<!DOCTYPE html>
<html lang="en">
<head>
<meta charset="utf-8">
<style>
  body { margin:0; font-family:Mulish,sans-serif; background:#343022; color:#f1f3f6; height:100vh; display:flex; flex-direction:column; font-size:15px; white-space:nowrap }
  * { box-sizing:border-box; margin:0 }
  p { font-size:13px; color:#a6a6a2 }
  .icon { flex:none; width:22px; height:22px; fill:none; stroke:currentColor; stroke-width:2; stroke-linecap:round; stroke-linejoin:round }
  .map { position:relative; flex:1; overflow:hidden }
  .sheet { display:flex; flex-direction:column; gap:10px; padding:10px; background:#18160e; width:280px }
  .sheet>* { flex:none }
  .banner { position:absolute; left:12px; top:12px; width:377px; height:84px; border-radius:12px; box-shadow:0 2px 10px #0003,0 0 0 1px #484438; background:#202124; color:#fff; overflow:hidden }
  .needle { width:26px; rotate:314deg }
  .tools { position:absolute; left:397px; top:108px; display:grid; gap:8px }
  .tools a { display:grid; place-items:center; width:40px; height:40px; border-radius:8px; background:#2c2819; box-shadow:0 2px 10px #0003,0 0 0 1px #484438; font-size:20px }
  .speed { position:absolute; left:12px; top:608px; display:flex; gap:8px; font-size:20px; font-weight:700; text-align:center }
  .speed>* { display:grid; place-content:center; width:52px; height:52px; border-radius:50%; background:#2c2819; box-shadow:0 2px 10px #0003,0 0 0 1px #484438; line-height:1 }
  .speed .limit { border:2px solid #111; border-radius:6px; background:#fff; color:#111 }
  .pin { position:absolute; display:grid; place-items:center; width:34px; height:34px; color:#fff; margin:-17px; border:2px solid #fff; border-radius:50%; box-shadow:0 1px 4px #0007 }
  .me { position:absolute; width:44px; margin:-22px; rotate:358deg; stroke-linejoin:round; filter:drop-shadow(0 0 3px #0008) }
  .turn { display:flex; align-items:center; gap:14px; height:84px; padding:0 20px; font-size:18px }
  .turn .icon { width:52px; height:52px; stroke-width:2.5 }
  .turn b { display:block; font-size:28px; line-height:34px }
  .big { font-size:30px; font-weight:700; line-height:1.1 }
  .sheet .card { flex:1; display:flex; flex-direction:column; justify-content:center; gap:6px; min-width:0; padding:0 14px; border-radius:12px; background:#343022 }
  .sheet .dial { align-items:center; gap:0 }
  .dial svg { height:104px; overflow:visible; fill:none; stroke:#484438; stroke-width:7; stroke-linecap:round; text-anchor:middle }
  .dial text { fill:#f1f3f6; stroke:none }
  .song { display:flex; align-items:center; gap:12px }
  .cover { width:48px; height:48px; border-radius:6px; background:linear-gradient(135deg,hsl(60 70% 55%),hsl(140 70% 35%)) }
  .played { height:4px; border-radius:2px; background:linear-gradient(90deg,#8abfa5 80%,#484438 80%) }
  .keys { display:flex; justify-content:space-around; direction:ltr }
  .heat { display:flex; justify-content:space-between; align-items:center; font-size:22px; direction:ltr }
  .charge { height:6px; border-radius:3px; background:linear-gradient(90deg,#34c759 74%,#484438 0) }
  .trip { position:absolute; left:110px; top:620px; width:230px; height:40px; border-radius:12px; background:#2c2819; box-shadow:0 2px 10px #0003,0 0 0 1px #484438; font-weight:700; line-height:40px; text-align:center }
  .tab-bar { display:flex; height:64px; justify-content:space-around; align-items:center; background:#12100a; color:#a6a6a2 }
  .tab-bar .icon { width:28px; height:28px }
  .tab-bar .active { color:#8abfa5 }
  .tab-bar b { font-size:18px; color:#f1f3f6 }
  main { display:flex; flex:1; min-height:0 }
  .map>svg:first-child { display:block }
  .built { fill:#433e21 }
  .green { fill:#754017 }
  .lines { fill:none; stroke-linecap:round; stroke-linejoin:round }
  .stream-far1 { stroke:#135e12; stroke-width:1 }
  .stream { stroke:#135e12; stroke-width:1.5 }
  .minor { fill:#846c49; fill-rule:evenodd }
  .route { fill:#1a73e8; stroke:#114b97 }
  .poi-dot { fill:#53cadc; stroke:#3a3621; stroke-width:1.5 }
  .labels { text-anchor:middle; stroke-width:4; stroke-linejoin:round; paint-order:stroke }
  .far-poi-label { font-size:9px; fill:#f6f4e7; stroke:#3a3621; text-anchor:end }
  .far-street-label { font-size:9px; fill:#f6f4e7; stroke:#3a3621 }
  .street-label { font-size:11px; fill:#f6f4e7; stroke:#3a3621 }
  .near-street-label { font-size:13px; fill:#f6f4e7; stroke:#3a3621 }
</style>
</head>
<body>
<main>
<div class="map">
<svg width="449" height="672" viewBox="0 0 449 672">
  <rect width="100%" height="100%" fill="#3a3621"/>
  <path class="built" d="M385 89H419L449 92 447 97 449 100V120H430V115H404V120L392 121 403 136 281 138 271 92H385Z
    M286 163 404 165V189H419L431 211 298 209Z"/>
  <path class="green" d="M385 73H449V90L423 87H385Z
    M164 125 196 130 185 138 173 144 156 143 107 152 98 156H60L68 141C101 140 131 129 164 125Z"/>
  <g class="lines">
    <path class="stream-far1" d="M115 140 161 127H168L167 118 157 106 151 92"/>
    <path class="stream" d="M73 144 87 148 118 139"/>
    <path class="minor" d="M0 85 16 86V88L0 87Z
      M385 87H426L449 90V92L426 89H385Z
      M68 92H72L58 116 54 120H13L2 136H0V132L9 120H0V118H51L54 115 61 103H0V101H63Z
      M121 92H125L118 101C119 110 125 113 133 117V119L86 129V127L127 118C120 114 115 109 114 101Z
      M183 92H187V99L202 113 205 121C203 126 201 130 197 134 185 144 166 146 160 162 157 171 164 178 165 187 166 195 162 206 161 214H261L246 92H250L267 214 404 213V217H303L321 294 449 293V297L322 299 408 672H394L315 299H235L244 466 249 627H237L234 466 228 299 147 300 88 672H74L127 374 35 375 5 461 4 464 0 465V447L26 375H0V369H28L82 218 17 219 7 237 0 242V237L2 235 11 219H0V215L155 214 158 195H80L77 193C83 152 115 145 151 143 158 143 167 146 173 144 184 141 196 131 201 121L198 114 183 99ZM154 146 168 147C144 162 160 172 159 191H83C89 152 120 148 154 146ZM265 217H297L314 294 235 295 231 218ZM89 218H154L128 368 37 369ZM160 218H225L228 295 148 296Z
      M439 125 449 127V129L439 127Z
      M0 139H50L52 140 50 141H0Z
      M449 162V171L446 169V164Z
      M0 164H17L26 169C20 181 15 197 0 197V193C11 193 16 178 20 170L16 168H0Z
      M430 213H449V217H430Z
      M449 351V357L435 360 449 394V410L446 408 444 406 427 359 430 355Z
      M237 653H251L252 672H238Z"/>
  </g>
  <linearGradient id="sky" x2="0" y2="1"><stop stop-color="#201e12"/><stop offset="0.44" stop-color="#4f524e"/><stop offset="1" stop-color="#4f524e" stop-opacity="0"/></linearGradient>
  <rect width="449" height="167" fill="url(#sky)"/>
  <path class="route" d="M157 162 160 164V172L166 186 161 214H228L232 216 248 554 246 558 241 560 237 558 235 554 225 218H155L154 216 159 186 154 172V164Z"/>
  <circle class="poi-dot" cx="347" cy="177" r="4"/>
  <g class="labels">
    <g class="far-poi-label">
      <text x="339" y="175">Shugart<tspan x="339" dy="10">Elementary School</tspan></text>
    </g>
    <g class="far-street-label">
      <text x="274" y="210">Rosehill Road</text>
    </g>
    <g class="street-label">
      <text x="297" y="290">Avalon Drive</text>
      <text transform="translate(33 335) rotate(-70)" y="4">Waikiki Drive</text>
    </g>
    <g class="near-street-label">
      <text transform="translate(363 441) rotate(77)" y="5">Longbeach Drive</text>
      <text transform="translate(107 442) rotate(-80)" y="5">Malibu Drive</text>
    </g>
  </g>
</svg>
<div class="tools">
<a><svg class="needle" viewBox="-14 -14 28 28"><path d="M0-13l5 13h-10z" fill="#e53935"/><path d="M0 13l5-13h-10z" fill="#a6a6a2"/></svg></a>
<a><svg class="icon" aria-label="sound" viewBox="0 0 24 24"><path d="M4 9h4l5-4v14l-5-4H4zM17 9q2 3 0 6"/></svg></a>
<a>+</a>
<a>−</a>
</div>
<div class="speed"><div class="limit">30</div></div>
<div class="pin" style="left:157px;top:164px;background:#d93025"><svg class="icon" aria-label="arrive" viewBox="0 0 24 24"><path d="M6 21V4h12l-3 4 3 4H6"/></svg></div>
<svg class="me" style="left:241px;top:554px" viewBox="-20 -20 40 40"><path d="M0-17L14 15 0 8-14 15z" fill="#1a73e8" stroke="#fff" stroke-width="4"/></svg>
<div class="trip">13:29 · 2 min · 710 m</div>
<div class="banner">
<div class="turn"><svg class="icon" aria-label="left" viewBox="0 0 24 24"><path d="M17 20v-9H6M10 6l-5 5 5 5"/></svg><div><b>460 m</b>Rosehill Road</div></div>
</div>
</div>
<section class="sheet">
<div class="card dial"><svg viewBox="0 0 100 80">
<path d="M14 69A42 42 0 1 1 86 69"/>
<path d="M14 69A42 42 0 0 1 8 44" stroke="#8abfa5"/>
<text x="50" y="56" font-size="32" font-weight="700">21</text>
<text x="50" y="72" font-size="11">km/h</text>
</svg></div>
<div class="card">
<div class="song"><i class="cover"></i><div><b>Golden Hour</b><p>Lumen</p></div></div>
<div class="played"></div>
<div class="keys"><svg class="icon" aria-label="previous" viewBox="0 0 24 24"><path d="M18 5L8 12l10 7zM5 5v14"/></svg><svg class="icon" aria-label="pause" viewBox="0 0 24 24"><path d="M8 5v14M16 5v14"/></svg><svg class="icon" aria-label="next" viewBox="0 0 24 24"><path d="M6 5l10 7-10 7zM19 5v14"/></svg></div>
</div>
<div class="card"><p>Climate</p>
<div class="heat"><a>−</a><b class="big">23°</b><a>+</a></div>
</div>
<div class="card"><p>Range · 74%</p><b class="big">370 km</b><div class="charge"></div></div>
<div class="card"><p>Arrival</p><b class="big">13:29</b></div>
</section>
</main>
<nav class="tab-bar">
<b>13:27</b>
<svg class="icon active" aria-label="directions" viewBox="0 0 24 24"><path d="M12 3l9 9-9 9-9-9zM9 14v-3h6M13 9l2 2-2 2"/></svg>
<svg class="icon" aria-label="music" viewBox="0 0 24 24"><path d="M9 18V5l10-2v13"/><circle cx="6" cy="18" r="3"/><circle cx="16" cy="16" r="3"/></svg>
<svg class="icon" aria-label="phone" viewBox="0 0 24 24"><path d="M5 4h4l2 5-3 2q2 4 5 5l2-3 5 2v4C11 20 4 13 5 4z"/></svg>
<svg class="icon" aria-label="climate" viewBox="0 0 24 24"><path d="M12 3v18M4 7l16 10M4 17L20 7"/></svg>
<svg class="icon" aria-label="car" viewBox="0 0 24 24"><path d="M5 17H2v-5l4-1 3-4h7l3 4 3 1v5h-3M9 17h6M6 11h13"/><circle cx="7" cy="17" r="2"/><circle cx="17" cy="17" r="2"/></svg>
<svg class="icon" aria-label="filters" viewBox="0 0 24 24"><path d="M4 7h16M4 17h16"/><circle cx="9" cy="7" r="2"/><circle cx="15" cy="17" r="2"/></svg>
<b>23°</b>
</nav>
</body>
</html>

- - - -

> [Exercise instructions] Begin at the top of the listing above and set down each line exactly. Stop after the line that contains "margin:0; font-family:Mulish,sans-serif; background:#343022;".

> [Result of the task]
<!DOCTYPE html>
<html lang="en">
<head>
<meta charset="utf-8">
<style>
  body { margin:0; font-family:Mulish,sans-serif; background:#343022; color:#f1f3f6; height:100vh; display:flex; flex-direction:column; font-size:15px; white-space:nowrap }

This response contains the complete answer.